> Aim of the exercise: Search the entries for the word "roads" and copy each line that has it.

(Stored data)
=-=-=

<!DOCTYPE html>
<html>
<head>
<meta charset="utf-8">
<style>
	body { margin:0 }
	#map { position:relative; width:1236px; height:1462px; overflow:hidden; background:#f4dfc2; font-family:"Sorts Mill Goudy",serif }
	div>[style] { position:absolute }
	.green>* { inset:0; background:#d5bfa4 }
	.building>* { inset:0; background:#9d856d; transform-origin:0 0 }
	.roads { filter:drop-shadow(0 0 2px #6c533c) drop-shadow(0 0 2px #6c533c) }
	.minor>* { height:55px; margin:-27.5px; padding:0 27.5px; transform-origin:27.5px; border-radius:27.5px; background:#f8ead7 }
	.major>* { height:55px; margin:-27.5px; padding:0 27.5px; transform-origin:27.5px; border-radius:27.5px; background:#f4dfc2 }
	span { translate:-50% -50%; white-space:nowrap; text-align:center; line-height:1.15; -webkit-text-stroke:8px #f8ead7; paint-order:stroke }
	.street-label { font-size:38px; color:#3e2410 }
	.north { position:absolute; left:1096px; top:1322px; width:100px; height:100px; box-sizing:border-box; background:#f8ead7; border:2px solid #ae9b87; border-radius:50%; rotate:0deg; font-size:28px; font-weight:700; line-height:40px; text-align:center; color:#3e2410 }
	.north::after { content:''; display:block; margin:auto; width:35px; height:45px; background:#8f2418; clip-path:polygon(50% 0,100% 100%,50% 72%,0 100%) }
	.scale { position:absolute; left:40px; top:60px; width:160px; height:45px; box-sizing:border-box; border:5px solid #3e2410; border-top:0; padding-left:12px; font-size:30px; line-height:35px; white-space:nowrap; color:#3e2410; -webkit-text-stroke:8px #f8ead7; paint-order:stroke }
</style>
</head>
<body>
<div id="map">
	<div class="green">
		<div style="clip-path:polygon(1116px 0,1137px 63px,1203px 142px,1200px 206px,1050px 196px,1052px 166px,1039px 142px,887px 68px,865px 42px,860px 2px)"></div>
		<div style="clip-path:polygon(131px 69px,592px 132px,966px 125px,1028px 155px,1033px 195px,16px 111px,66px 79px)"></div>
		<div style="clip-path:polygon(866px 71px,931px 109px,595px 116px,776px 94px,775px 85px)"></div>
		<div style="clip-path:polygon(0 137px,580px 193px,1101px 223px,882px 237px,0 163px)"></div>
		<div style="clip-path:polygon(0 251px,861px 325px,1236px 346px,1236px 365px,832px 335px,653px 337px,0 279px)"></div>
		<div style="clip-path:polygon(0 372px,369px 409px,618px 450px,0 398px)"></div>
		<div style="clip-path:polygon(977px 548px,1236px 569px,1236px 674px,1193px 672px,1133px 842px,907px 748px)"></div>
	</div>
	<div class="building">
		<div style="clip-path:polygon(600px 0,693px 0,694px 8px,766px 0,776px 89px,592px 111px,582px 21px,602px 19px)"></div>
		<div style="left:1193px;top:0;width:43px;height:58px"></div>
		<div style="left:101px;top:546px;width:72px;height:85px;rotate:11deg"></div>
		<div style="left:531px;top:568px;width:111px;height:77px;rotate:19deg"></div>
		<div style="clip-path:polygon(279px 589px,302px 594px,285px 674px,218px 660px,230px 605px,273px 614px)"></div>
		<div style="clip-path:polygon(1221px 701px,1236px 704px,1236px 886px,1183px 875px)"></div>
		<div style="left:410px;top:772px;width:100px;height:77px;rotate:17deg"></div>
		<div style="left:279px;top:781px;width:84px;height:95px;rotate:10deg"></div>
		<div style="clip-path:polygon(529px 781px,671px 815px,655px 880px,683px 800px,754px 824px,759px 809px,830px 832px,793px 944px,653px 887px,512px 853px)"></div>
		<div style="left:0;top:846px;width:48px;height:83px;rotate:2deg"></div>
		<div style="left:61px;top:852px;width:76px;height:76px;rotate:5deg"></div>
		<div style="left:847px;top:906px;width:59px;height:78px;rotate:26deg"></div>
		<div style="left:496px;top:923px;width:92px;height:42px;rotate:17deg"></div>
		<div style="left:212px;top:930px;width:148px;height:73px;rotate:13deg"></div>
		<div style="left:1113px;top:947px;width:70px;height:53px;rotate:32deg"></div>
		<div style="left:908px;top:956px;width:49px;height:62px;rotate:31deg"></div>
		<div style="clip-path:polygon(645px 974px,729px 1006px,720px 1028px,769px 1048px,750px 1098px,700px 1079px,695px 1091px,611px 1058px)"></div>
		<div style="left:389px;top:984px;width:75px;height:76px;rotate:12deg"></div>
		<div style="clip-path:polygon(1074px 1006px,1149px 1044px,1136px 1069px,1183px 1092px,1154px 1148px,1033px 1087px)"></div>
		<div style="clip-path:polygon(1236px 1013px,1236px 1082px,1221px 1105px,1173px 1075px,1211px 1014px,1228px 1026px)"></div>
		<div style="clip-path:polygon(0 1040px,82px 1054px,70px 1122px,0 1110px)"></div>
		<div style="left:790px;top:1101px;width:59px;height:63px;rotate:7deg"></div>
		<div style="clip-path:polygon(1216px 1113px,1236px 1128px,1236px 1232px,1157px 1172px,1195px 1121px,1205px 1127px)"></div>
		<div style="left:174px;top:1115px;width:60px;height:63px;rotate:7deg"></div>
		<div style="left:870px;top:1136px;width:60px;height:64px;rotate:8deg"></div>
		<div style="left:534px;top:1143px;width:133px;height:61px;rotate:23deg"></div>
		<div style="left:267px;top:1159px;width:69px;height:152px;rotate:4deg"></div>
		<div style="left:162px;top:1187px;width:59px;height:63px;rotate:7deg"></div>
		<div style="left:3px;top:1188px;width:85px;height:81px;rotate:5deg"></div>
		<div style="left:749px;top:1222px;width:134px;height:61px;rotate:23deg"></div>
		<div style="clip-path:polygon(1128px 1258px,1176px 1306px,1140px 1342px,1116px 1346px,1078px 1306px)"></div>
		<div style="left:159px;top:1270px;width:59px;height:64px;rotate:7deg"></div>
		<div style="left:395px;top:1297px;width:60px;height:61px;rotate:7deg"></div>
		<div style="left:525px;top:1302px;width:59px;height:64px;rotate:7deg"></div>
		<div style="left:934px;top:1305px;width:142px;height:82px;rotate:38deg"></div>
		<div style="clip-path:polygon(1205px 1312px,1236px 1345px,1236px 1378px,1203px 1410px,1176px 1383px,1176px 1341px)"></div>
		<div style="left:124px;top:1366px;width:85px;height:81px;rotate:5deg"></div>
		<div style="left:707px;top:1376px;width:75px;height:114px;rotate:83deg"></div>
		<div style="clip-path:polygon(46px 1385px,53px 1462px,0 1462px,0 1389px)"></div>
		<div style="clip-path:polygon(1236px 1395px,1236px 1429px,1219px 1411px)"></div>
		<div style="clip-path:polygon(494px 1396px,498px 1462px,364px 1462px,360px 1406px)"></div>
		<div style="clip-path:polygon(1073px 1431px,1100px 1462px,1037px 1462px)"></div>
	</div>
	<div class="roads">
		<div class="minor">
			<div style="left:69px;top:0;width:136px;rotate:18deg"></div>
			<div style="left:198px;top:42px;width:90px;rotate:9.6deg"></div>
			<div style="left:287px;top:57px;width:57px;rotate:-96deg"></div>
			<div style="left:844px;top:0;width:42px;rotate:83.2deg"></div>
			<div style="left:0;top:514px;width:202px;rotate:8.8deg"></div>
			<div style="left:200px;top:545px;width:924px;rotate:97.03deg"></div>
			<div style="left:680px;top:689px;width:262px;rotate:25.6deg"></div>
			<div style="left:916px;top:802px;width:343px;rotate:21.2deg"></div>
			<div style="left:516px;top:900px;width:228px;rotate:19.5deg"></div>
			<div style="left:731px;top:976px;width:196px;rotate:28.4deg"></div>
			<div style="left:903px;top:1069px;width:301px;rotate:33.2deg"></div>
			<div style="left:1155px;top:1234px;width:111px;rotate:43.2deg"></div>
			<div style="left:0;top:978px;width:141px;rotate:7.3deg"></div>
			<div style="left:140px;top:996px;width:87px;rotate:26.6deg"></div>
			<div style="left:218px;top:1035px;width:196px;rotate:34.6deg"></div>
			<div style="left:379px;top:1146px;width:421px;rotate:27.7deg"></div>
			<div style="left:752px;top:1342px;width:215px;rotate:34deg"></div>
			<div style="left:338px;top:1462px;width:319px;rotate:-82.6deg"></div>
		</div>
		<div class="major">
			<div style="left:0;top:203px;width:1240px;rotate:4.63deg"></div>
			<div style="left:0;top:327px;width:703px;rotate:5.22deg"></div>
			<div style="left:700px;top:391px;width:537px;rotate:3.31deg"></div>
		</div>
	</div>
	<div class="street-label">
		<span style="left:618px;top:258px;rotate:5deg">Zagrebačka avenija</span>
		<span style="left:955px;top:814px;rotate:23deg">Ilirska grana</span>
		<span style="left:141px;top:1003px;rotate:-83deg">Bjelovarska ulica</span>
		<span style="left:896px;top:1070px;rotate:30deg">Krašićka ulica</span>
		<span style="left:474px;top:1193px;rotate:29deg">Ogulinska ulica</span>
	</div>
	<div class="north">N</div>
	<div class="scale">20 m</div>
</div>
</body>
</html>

=-=-=

> Solved exercise:
	.roads { filter:drop-shadow(0 0 2px #6c533c) drop-shadow(0 0 2px #6c533c) }
	<div class="roads">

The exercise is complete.